* Assignment:
How many lines in the records below contain the word "linecap"? State only that number.

* Information given:
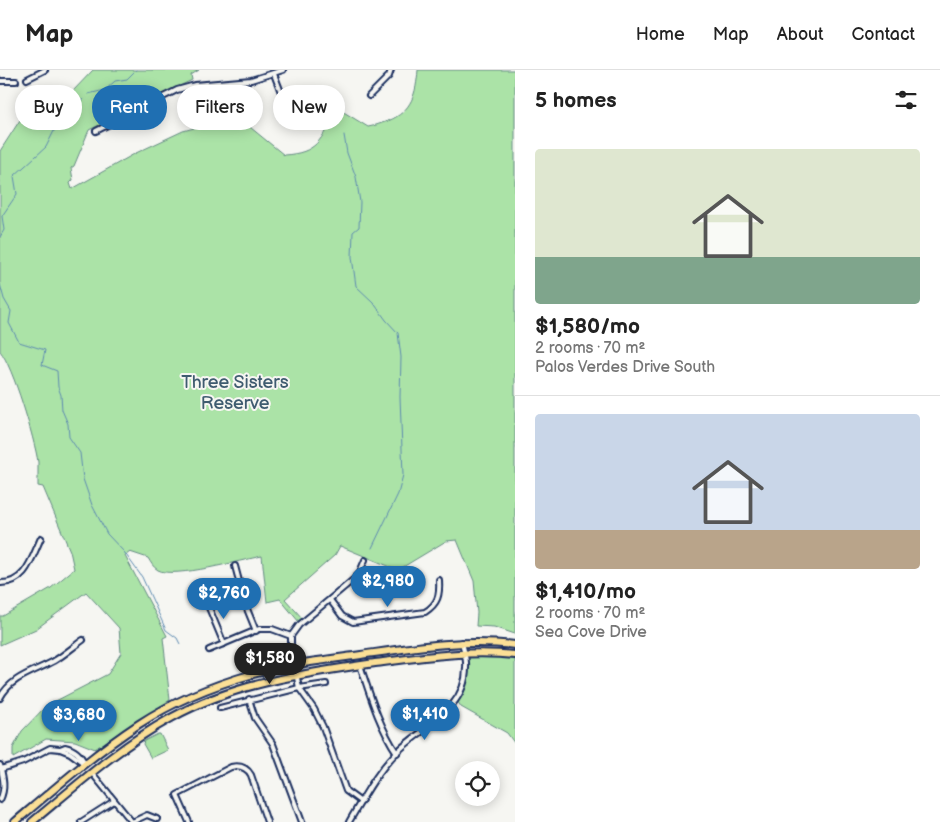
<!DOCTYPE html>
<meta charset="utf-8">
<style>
body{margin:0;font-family:"Balsamiq Sans",sans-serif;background:#f6f6f6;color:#222;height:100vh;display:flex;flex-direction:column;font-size:19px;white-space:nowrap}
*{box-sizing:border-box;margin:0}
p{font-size:16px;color:#767676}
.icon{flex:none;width:28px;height:28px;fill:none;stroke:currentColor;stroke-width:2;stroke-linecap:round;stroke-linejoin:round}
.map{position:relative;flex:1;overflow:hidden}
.panel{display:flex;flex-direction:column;background:#fff;width:425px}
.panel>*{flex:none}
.banner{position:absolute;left:15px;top:15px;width:425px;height:45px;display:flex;gap:10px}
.tools{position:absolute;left:455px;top:691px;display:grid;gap:10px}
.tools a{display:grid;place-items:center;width:45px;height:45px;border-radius:50%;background:#fff;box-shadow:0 2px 12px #0003;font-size:25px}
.price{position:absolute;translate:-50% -42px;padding:0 11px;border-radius:18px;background:#1f6fb2;color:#fff;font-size:16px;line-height:32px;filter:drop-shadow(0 1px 2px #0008)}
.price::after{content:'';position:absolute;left:50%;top:30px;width:15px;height:11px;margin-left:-8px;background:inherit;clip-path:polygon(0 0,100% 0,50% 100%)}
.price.active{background:#222;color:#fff}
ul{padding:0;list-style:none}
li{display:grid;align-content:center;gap:10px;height:265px;padding:0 20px}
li+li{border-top:1px solid #e0e0e0}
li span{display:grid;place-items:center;height:155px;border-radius:5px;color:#555}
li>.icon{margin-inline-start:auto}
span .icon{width:90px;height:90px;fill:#fffc;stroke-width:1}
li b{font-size:21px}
h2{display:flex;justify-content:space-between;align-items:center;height:60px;padding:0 20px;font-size:21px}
.tag{padding:0 18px;border-radius:22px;background:#fff;box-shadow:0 2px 12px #0003;font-size:18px;line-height:45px}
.tag.active{background:#1f6fb2;color:#fff}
header{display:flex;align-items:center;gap:30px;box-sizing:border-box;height:70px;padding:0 25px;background:#fff;border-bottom:1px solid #e0e0e0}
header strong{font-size:24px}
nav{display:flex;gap:28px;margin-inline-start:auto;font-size:18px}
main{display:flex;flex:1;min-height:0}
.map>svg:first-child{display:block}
.green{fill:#abe3a7;stroke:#638982}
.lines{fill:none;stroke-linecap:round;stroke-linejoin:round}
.stream{stroke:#5d8ab1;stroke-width:1}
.minor-casing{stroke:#1b2f5e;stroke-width:8}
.primary-casing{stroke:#1b2f5e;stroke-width:10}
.minor{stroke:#f6f6f2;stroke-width:4}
.primary{stroke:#fbdf96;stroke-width:6}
.labels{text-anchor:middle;stroke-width:4;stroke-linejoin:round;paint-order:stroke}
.park-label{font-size:18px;fill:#3f5c70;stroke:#f6f6f2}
</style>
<header>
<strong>Map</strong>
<nav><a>Home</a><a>Map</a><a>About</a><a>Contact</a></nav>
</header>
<main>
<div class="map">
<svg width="515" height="752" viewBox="0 0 515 752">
<rect width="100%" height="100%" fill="#f6f6f2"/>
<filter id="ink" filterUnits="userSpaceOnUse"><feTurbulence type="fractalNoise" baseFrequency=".02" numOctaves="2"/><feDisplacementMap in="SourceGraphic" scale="10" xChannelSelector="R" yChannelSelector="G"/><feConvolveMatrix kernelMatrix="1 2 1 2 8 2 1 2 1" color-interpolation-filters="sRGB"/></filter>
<g filter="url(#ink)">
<g class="green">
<path d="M93 0H199L191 5 192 10 89 60 74 96 71 98 73 110 70 113 72 119 136 83 183 61 209 54 231 52 245 53 284 85C317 83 321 70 335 43L342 41 368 57C375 56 381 53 388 51 412 41 416 24 418 0H515V564L494 557 476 556 477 543 474 511 457 470 446 471 398 500 340 476 335 485 285 529 303 549 299 552 280 529 267 532 262 486C242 490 174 509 158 500 153 497 151 493 148 488L130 482 125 486 167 566 163 568 170 630 95 679 75 671 46 669 13 688V678L22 661 46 636 108 604 121 583 119 558 86 522 36 559 0 575V546H3L51 518 74 499 70 481 43 417 38 416C38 408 38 400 38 392 35 371 13 296 0 281V81L20 50 44 42 73 21Z"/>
<path d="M471 585 515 589V674L507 663 461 637 458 632C468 619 468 604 468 588Z"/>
<path d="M158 664H160L168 680 151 688 143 674 144 671Z"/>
</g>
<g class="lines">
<g class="stream">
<path d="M344 65 347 83 356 107 360 132 359 157 353 162 352 187 356 216 373 232 386 250 398 263 401 287 400 327 403 405 398 424 372 478"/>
<path d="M0 167 4 160 2 146 17 124 14 106 46 77 57 55 88 24 105 20 115 11 127 9 136 0"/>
<path d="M0 214 4 229 11 241 9 253 19 272 45 280 42 295 57 301 58 317 61 325 62 340 68 354 69 367 80 383 83 409 92 435 107 464 124 482 142 507 166 560 177 568 180 574"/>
</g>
<defs>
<g id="minor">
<path d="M274 4 284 30 305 46"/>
<path d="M27 9 45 0"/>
<path d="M0 11H16"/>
<path d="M369 26 389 6 391 0"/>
<path d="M96 61 177 20 195 15 251 10 283 0"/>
<path d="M235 496 245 534 256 561"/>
<path d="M0 513C26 514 32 487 41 468"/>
<path d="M330 530 342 546 353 552 425 542C438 534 440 525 439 510"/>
<path d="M207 533 224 574"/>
<path d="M209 580 259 559H272L291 566"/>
<path d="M360 595C370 625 379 656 397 683"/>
<path d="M0 628C12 606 34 602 54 591 64 585 73 577 83 570"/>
<path d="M249 629 255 648 273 674 302 752"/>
<path d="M220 638 299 618 326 614"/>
<path d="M60 679 65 677C75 679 81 685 85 694"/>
<path d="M0 695C3 707 6 718 0 730"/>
<path d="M1 699 23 692 50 678 60 679 70 683 85 694"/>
<path d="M92 703 132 752"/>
<path d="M361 732 346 721 323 657 314 639 299 618 291 577V566L299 555 354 509 359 504 365 490"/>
<path d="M81 752 114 731"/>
<path d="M132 752 147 745 157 749"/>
<path d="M189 752 177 725 231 697C240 695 247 698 251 705L267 752"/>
<path d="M349 752C363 728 376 703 396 683 422 657 466 640 466 598 467 590 464 581 462 572"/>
</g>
<g id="primary">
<path d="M15 752C55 718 95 683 139 654 174 631 214 615 253 604 288 594 325 590 361 585 415 577 460 569 515 575"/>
<path d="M32 752C77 715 120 676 171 648 234 613 306 603 375 593 422 587 468 580 515 585"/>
</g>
</defs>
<use href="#minor" class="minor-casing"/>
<use href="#primary" class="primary-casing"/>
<use href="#minor" class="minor"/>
<use href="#primary" class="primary"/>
</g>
</g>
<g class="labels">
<g class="park-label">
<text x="235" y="318">Three Sisters<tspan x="235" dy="21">Reserve</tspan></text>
</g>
</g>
</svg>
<div class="tools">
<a><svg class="icon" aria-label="locate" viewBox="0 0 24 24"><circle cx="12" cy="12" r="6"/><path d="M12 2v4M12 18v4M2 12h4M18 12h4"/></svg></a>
</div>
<b class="price" style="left:388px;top:538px">$2,980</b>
<b class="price" style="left:224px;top:550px">$2,760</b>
<b class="price active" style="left:270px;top:615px">$1,580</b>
<b class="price" style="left:425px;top:671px">$1,410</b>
<b class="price" style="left:79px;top:672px">$3,680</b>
<div class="banner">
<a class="tag">Buy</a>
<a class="tag active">Rent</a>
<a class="tag">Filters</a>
<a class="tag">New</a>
</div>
</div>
<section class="panel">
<h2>5 homes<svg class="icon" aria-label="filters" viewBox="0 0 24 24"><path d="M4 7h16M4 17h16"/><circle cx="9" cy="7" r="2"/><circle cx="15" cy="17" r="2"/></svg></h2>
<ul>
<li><span style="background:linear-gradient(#dfe7d0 70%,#7fa58c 0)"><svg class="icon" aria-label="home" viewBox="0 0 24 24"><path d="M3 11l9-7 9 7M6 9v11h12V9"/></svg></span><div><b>$1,580/mo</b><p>2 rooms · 70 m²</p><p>Palos Verdes Drive South</p></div></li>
<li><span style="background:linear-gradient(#c9d6e8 75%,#b9a48a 0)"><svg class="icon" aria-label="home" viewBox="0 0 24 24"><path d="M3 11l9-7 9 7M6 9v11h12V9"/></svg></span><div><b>$1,410/mo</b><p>2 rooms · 70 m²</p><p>Sea Cove Drive</p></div></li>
</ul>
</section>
</main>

* Completed task:
2